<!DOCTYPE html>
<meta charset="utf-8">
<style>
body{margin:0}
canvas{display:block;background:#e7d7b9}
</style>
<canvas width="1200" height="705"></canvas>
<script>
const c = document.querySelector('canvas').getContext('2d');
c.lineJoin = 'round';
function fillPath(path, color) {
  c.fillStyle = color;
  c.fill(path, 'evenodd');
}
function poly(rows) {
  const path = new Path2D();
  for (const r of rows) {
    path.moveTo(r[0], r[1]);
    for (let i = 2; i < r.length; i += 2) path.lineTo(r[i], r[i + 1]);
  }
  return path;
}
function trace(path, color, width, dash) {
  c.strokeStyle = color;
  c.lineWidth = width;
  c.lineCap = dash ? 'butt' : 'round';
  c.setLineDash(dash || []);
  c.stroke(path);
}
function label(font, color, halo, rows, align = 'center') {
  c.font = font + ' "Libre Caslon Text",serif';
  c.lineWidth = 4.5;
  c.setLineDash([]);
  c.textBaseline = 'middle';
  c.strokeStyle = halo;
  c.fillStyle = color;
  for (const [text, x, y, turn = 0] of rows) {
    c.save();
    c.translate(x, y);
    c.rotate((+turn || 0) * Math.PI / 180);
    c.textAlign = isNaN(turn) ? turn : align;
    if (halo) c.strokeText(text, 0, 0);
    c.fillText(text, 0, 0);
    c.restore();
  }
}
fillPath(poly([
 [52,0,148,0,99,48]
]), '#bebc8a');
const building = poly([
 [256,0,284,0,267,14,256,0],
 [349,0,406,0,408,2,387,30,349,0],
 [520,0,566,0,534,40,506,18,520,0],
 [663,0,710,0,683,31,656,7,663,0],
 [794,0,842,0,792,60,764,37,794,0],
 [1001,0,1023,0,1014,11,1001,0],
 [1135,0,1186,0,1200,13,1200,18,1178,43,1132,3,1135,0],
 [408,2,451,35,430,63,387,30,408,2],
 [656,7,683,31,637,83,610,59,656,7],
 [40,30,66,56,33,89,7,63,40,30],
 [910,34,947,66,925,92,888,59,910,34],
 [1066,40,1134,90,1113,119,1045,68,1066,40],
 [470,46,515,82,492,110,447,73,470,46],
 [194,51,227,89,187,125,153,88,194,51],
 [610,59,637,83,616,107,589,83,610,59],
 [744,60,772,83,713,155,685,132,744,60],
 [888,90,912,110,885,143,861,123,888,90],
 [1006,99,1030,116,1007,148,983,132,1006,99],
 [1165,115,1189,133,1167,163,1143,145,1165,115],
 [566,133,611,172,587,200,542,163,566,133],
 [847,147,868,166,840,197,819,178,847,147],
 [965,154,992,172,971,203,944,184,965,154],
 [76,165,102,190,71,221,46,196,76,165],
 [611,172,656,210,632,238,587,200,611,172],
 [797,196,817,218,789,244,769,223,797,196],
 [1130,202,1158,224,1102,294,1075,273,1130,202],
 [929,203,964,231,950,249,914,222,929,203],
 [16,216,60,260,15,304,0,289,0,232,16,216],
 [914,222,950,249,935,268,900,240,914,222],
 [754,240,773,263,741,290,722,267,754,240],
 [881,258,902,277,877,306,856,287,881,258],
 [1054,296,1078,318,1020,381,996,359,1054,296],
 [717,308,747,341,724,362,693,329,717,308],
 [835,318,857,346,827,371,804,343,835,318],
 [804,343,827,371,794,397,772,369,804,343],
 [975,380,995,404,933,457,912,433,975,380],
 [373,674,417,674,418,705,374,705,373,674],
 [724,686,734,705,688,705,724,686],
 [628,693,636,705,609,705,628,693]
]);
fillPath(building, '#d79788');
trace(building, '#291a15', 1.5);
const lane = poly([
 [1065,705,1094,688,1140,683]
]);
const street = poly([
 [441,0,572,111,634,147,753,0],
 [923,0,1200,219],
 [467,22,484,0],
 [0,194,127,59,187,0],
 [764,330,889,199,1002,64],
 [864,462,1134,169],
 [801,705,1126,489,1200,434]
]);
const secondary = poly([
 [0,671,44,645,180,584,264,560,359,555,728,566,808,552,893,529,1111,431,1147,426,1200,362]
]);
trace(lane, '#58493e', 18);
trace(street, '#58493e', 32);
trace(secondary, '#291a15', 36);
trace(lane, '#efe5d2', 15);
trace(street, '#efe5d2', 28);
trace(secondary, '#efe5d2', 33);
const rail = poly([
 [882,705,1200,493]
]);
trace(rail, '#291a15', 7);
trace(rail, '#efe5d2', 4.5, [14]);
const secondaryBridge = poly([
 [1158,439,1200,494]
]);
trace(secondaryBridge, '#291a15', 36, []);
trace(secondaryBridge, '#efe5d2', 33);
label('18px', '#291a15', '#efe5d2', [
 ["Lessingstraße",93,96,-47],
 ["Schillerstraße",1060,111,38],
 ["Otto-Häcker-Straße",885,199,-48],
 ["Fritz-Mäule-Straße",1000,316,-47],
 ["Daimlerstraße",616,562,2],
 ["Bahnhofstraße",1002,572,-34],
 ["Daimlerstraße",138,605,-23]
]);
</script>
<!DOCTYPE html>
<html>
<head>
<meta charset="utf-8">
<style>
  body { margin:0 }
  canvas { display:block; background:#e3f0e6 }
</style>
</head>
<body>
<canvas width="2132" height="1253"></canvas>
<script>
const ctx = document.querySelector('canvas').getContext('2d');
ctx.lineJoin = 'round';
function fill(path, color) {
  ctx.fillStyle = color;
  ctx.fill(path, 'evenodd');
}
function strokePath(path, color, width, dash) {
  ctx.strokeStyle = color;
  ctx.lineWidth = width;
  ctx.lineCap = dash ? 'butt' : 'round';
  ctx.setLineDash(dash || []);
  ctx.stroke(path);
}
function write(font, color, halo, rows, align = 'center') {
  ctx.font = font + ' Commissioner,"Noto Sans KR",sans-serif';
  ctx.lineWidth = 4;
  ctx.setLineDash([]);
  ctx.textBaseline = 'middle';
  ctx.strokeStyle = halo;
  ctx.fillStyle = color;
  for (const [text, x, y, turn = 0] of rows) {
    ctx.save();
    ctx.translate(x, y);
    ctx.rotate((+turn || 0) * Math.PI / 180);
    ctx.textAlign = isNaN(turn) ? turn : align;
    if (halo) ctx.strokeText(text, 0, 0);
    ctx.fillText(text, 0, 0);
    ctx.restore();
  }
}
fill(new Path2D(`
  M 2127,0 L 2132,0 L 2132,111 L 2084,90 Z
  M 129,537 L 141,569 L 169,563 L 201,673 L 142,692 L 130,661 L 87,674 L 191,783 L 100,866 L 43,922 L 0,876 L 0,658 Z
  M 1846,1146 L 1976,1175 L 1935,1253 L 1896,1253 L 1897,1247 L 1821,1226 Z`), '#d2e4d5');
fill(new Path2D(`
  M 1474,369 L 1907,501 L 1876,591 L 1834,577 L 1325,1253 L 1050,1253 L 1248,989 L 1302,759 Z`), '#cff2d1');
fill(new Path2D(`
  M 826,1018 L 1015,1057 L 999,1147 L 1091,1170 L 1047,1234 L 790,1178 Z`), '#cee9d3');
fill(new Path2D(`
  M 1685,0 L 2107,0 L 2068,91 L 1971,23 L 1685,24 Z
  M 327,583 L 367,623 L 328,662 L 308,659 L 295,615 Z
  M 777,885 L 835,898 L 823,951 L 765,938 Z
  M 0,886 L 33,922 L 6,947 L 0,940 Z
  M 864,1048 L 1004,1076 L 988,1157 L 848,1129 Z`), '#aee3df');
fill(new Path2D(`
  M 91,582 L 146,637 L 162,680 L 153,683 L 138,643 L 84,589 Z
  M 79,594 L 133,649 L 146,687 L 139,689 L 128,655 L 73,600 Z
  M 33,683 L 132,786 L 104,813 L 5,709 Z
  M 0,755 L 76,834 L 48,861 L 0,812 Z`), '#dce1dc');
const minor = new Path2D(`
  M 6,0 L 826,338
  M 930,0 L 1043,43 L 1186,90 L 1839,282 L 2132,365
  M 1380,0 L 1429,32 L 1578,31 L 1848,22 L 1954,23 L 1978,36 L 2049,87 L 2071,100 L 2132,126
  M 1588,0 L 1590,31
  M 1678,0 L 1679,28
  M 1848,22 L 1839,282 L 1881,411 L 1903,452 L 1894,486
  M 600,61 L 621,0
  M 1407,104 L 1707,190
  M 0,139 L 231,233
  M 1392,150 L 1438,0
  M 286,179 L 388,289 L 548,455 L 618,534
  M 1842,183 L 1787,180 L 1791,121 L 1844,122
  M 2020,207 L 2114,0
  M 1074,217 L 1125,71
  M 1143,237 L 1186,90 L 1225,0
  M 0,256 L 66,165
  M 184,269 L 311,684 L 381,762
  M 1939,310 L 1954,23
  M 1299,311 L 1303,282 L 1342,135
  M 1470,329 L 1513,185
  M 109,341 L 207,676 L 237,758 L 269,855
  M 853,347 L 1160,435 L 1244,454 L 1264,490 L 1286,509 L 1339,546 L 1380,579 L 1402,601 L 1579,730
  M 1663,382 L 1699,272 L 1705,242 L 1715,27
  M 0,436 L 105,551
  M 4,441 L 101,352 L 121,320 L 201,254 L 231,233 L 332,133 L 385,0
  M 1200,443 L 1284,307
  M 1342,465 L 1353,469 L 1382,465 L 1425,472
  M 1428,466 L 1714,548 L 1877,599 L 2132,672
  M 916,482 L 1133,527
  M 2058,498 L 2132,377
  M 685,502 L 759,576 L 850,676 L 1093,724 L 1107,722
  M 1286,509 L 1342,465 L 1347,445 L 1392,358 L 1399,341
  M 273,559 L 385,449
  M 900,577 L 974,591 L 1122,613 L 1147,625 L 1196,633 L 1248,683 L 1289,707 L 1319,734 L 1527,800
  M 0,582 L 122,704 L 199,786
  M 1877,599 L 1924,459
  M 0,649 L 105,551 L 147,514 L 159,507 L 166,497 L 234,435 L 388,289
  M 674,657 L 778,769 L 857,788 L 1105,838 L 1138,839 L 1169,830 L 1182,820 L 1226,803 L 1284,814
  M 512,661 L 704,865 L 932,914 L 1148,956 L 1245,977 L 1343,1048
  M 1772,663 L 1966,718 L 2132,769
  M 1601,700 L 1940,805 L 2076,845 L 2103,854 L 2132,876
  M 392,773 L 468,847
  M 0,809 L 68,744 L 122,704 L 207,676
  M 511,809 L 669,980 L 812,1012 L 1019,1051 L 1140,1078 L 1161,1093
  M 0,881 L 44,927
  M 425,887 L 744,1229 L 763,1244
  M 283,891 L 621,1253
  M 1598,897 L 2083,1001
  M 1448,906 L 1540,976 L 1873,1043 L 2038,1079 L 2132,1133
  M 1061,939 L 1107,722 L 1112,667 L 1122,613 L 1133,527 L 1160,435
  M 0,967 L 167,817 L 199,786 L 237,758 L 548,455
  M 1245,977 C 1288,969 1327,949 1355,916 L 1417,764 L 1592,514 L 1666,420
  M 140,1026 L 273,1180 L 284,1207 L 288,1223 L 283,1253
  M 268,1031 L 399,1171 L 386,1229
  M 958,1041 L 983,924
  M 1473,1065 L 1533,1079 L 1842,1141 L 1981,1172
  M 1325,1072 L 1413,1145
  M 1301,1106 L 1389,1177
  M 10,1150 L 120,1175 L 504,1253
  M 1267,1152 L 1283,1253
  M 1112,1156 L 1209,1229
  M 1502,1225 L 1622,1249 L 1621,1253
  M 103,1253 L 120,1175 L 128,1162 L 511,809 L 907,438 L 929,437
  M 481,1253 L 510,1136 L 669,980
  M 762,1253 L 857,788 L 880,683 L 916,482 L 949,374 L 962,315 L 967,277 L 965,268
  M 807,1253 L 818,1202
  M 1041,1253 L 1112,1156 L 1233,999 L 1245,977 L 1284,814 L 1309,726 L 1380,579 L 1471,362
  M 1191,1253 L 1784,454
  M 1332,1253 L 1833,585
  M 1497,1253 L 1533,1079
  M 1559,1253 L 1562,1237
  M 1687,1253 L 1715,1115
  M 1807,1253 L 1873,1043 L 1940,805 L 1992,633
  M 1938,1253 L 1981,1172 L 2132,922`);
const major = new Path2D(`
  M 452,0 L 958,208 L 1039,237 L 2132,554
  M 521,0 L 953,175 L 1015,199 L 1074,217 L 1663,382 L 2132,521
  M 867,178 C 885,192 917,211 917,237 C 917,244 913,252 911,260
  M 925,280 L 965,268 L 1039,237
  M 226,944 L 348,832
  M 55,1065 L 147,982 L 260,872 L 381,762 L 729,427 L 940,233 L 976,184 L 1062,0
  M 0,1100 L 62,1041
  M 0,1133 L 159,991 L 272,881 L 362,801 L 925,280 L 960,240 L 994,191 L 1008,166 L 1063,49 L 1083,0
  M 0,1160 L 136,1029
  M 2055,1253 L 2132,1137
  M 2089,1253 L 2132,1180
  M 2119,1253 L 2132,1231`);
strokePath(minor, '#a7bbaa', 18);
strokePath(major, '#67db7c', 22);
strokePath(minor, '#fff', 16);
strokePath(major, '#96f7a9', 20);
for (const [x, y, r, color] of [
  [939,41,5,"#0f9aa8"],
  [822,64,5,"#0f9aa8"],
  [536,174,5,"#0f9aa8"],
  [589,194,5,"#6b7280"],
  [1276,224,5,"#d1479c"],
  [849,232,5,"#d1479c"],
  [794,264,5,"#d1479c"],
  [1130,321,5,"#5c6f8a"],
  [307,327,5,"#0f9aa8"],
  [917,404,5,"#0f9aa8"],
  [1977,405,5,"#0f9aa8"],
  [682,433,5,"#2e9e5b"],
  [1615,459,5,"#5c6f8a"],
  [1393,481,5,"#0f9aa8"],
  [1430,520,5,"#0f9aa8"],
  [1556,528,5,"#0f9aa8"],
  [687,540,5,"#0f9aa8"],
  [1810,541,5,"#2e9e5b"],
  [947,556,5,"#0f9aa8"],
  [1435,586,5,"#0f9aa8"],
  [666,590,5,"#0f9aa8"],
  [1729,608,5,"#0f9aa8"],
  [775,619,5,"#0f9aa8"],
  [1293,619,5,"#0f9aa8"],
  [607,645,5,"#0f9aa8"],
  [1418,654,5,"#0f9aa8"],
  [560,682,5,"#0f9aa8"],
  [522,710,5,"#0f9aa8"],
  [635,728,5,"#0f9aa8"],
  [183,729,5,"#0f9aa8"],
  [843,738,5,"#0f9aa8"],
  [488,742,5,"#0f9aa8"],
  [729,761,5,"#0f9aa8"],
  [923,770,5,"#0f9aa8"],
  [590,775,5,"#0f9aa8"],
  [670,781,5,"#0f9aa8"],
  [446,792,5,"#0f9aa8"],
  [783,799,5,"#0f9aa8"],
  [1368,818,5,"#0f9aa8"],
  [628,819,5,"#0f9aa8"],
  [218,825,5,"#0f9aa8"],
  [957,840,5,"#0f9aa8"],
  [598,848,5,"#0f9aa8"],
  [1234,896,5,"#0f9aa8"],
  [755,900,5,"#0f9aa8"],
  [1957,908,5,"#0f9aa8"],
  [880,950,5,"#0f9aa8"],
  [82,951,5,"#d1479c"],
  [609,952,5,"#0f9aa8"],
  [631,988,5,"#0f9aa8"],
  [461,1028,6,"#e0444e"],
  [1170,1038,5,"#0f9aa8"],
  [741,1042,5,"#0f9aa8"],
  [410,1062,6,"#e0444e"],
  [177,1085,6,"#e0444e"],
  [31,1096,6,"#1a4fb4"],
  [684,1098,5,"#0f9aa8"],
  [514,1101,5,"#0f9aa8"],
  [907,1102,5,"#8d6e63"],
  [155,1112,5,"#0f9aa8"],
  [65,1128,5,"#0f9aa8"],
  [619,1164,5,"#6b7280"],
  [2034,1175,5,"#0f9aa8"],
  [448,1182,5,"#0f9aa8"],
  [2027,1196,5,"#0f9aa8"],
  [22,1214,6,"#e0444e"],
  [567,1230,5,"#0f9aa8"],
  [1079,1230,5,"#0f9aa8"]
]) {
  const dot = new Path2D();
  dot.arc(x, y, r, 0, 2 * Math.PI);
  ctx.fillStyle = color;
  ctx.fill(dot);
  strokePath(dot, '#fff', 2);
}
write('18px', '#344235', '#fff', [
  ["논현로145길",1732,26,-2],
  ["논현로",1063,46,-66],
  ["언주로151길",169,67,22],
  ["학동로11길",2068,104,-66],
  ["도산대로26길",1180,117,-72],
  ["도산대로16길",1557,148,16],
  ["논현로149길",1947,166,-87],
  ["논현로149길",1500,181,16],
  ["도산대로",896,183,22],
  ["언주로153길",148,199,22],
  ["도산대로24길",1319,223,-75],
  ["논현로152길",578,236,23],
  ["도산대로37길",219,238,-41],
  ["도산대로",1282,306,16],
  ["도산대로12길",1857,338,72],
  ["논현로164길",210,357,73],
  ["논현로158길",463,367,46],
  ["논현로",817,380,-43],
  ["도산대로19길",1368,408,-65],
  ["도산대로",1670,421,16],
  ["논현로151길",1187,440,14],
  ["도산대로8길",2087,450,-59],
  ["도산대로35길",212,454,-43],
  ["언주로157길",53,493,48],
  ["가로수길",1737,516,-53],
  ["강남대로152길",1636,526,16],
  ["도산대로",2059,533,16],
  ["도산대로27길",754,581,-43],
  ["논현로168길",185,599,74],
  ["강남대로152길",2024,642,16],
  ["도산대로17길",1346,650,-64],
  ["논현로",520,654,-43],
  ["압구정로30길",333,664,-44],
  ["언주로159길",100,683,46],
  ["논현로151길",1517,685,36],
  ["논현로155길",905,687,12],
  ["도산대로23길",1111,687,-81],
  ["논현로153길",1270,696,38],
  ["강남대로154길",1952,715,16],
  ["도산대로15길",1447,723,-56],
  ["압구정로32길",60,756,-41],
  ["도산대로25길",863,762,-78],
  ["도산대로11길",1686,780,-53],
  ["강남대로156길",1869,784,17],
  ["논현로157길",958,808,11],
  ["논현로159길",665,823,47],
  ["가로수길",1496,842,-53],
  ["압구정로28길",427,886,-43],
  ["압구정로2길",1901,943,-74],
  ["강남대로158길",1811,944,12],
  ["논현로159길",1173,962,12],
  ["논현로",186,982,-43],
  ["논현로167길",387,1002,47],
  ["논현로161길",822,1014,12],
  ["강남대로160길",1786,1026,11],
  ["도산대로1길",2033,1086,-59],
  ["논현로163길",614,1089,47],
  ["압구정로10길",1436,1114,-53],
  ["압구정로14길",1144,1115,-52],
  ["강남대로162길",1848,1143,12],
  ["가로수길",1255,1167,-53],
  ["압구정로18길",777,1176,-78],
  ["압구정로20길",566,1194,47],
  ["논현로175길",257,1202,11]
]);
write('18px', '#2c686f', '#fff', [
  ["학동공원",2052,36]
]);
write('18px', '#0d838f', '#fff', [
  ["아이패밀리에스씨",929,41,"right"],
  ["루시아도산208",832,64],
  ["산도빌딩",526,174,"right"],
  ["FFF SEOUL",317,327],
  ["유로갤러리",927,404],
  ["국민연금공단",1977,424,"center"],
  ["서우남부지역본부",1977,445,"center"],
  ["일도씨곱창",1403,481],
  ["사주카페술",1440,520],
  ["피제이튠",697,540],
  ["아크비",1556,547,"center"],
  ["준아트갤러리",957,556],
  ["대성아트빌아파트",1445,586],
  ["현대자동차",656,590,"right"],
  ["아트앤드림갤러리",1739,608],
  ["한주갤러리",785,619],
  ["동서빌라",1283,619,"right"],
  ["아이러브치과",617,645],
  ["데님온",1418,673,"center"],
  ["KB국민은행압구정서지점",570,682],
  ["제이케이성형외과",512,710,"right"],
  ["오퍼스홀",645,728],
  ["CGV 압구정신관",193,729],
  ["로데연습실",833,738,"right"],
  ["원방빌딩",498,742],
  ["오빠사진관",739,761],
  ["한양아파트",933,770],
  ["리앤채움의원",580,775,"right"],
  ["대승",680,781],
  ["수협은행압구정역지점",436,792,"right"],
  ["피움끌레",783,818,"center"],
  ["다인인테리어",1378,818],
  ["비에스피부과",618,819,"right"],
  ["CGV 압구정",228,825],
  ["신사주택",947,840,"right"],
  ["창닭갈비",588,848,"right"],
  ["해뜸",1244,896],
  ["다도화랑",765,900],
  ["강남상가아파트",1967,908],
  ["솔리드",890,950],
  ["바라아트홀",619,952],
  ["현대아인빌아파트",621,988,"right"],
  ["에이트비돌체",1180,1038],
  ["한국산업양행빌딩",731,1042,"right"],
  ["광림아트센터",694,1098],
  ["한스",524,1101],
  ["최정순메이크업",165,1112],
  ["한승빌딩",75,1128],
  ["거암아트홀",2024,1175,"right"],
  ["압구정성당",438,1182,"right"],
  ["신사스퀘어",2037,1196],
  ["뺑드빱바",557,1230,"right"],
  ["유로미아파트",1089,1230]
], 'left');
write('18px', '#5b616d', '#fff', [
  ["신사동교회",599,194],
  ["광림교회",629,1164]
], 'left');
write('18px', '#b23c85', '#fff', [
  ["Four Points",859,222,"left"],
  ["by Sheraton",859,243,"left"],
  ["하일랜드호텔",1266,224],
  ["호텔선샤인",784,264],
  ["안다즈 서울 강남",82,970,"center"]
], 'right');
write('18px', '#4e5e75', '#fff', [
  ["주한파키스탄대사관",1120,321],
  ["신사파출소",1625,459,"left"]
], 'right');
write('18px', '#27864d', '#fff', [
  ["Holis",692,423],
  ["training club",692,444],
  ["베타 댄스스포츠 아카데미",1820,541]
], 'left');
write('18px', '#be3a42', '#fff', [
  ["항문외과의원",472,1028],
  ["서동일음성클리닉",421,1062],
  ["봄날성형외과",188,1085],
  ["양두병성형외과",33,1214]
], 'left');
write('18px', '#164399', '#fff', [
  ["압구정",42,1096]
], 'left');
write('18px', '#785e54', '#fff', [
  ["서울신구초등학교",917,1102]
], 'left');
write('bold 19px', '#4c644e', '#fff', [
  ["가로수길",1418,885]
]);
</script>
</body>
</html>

• Problem details: Search the data for "label". Copy every line that has it.

• Solved exercise:
function label(font, color, halo, rows, align = 'center') {
label('18px', '#291a15', '#efe5d2', [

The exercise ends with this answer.